Linear Systems on Metric Graphs, Gonality Sequence and Lifting Problems

A combinatorial theory of linear systems on graphs and metric graphs has been introduced in analogy with the one on algebraic curves. The interplay is given by the Specialization Lemma. Let \(X\) be a smooth curve over the field of fractions of a complete discrete valuation ring and let \( \mathfrak{X} \) be a strongly semistable regular model of \(X\). It is possible to specialize a divisor on the curve to a divisor on the dual graph of the special fiber of \( \mathfrak{X} \); through this process the rank of the divisor can only increase.

The complete graph \(K_d\) pops up if we take a model of a smooth plane curve of degree \(d\) degenerating to a union of \(d\) lines.

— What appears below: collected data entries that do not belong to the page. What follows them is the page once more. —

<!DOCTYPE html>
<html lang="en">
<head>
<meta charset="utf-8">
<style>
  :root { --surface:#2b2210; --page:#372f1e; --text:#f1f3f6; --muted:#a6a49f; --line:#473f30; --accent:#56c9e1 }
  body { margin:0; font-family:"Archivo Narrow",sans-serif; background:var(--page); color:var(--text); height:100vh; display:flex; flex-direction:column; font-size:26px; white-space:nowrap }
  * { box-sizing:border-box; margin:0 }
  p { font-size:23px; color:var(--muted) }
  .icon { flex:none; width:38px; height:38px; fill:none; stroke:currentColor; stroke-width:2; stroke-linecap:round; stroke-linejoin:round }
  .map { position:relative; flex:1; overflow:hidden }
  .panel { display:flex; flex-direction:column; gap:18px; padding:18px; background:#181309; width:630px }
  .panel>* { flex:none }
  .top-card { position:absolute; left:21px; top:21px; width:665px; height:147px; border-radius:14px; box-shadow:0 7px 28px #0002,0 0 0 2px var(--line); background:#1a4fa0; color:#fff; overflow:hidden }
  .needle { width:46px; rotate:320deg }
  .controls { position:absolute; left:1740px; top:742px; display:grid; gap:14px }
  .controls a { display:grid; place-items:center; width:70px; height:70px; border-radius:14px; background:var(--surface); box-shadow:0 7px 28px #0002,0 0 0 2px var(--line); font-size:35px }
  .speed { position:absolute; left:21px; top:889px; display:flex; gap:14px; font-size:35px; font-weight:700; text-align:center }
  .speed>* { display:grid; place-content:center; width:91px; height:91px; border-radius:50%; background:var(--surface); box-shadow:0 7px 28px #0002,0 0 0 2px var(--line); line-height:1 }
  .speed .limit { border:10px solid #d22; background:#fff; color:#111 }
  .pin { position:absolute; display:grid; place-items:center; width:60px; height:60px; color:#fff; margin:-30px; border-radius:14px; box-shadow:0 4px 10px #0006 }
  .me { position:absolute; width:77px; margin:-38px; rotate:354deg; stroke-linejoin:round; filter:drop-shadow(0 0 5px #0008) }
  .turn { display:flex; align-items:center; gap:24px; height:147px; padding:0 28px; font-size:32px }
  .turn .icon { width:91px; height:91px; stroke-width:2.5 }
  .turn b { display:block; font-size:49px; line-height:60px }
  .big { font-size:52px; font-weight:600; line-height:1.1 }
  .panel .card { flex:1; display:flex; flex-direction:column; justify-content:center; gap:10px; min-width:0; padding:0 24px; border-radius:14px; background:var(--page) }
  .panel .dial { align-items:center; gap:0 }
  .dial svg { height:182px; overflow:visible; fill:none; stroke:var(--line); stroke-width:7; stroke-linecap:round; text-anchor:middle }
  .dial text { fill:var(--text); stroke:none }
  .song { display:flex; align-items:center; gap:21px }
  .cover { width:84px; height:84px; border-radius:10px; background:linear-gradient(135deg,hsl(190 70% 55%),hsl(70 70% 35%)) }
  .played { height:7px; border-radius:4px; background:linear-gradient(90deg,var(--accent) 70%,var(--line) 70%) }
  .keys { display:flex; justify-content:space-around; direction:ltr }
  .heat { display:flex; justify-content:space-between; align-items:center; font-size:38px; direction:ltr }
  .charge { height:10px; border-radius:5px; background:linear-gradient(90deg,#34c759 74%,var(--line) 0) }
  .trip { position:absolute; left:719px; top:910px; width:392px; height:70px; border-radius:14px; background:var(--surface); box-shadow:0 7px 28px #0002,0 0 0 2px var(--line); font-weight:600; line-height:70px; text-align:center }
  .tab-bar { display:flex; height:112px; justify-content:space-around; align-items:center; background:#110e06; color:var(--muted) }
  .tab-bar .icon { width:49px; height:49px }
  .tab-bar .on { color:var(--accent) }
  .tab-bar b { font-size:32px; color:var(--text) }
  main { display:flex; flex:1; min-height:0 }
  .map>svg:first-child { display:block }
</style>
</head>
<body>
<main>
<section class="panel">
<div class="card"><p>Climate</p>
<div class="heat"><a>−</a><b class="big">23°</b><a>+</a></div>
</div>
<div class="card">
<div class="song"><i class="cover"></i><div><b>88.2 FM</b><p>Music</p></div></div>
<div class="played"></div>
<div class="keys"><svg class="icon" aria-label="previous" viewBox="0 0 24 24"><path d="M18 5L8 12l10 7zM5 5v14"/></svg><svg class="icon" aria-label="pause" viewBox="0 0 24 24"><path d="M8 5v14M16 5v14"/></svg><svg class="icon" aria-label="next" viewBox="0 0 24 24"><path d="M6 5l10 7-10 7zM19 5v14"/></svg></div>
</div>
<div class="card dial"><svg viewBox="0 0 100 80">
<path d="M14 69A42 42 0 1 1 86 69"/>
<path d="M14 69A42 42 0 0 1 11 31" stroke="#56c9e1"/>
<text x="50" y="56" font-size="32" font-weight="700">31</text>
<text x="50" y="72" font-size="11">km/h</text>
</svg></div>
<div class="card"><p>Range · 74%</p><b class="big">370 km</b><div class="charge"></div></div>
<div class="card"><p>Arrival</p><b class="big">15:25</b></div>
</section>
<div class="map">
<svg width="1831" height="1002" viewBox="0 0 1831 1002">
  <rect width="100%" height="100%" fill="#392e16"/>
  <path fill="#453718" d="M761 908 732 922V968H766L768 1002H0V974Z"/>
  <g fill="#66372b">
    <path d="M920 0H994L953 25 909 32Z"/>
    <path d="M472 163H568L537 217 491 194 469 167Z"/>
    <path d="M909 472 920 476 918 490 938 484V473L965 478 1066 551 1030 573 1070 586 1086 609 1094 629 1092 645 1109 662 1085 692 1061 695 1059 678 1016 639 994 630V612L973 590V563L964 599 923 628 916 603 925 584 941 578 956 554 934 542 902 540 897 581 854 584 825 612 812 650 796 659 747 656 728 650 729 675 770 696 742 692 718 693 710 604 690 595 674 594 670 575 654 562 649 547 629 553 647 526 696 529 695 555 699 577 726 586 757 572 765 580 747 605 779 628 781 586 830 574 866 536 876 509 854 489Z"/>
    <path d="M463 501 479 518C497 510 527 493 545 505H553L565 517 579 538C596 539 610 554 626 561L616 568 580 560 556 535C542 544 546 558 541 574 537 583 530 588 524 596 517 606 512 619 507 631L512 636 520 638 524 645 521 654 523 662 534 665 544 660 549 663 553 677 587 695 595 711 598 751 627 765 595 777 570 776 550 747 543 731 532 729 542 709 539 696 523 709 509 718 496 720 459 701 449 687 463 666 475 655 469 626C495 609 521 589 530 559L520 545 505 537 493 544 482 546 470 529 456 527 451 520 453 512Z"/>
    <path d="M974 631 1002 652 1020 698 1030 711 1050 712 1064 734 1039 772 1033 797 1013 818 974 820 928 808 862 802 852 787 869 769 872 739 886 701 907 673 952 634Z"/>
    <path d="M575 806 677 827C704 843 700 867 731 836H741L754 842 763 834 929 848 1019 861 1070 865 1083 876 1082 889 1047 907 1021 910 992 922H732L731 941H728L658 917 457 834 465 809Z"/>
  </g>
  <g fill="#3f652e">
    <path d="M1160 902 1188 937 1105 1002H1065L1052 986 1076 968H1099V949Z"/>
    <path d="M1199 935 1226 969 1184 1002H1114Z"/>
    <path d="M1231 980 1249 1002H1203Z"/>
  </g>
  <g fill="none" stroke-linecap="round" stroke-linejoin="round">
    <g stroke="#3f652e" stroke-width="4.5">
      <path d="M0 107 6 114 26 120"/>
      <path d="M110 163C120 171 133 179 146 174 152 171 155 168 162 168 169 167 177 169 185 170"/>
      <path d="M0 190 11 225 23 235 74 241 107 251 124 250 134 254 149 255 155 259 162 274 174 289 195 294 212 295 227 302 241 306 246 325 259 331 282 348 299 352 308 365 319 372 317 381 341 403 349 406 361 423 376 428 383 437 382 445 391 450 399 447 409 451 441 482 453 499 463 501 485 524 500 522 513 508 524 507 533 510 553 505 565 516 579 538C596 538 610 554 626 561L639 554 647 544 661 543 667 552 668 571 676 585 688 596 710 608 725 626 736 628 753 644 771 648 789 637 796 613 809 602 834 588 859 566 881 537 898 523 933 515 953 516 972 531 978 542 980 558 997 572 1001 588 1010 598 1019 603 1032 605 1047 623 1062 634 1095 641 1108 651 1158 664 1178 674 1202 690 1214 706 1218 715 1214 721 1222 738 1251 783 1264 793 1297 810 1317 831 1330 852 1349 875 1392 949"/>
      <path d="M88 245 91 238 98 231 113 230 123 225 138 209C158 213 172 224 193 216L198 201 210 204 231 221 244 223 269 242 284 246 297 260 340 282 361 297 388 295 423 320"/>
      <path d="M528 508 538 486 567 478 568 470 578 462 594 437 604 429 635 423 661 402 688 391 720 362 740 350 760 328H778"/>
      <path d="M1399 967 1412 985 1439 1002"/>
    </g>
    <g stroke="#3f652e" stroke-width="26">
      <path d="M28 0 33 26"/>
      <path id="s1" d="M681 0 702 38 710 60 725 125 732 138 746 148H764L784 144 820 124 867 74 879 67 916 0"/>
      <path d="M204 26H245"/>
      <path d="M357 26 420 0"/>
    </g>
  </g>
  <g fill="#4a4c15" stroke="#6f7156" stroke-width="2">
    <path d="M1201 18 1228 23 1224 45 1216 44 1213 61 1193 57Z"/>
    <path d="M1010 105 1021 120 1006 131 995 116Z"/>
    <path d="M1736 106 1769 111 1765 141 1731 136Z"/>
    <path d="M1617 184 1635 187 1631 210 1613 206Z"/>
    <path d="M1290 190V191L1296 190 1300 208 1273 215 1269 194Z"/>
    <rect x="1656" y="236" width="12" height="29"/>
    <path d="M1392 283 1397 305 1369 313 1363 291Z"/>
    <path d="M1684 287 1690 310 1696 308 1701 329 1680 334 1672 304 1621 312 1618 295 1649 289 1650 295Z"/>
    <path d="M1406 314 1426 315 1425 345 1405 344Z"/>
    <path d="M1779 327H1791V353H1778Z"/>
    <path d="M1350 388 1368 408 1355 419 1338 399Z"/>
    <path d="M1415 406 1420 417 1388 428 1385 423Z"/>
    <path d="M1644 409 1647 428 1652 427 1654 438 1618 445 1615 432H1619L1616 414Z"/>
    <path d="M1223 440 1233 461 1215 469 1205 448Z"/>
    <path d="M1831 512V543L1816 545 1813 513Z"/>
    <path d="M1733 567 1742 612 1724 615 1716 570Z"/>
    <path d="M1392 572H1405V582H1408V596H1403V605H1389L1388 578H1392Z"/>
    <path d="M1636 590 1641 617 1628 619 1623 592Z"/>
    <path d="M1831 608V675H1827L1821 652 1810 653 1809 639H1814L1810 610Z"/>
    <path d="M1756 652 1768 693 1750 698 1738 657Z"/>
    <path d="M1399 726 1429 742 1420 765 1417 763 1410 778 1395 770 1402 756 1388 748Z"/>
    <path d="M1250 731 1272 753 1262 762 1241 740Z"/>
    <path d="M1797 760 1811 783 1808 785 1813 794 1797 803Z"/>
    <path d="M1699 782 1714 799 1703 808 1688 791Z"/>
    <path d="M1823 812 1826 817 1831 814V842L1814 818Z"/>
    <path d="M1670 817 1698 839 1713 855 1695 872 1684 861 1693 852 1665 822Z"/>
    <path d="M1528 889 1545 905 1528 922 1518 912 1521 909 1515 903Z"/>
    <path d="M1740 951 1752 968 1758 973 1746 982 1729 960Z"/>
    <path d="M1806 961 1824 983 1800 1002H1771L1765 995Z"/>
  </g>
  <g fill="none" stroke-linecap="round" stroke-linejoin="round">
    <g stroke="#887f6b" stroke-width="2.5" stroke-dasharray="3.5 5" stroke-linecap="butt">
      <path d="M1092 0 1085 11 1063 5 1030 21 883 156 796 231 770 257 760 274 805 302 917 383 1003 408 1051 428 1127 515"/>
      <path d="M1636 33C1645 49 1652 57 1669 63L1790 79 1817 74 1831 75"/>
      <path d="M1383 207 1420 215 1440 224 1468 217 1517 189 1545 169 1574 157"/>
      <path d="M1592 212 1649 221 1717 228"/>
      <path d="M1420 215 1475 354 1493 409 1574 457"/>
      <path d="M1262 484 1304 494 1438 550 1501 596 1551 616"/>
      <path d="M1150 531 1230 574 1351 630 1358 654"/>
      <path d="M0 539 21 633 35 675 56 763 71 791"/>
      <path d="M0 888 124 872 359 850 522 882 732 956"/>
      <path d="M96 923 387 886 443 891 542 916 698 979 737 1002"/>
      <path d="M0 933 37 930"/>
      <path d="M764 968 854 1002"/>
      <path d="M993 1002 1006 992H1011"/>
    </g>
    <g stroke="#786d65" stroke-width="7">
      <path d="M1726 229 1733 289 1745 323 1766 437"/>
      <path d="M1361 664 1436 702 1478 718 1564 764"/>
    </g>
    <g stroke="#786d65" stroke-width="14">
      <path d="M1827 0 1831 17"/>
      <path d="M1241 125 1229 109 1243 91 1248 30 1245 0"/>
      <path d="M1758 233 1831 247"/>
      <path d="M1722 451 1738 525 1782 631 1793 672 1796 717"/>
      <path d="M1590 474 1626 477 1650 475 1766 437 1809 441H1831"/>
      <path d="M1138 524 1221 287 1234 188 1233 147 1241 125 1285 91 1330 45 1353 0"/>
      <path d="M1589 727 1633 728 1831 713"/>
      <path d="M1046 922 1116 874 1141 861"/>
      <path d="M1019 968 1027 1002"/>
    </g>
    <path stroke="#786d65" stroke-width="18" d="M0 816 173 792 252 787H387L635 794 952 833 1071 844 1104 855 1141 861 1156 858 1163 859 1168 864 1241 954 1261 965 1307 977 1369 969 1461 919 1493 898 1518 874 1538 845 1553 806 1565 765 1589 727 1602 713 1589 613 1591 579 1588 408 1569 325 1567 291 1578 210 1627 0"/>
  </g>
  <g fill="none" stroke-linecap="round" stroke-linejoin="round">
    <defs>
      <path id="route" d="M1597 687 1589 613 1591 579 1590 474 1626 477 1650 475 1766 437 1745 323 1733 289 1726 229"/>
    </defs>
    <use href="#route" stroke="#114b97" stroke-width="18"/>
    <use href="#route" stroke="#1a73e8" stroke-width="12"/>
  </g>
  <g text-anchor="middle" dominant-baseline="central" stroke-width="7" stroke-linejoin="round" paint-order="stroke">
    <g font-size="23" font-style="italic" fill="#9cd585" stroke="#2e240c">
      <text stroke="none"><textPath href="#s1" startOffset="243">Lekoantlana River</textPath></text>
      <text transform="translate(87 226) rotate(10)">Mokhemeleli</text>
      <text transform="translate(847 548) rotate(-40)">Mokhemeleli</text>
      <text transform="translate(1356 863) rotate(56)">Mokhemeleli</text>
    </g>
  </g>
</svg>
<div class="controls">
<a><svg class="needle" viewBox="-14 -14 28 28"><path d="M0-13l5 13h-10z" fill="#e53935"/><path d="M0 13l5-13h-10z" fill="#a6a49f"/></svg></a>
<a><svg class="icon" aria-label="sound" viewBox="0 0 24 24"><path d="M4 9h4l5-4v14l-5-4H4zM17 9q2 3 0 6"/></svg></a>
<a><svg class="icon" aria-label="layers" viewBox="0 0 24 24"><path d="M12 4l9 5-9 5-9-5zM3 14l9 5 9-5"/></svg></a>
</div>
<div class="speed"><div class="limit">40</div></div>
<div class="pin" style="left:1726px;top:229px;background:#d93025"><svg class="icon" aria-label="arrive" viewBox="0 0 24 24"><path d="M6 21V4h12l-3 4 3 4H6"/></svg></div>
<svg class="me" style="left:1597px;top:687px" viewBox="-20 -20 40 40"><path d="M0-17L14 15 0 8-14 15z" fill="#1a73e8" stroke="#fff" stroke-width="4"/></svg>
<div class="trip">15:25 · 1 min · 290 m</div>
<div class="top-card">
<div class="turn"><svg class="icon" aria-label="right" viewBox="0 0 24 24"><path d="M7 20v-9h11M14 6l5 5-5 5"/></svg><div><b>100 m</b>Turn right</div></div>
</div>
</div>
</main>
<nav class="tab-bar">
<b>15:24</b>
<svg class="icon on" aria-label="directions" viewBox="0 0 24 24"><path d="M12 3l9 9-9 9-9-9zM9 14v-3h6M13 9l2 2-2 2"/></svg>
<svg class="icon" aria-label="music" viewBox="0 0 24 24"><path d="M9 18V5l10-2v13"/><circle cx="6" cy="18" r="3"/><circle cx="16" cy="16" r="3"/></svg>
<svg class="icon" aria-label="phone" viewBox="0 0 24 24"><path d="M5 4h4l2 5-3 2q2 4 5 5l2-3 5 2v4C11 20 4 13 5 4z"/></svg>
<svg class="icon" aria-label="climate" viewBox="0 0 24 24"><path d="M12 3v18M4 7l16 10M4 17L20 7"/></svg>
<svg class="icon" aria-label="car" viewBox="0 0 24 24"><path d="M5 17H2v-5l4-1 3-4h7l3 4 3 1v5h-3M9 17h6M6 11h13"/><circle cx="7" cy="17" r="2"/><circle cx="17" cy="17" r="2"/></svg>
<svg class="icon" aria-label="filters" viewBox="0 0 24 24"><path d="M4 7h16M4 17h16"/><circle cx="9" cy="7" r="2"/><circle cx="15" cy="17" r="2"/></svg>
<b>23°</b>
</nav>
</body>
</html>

Moreover omitting edges from \(K_d\) can be interpreted as resolving singularities of a plane curve. In this talk we present some results on linear systems on complete graphs and complete graphs with a small number of omitted edges, and we will compare them with the corresponding results on plane curves. In particular, we compute the gonality sequence of complete graphs and the gonality of graphs obtained by omitting edges. We explain how to lift these graphs to curves with the same gonality using models of plane curves with nodes and harmonic morphisms.

This is partially a joint work with Filip Cools.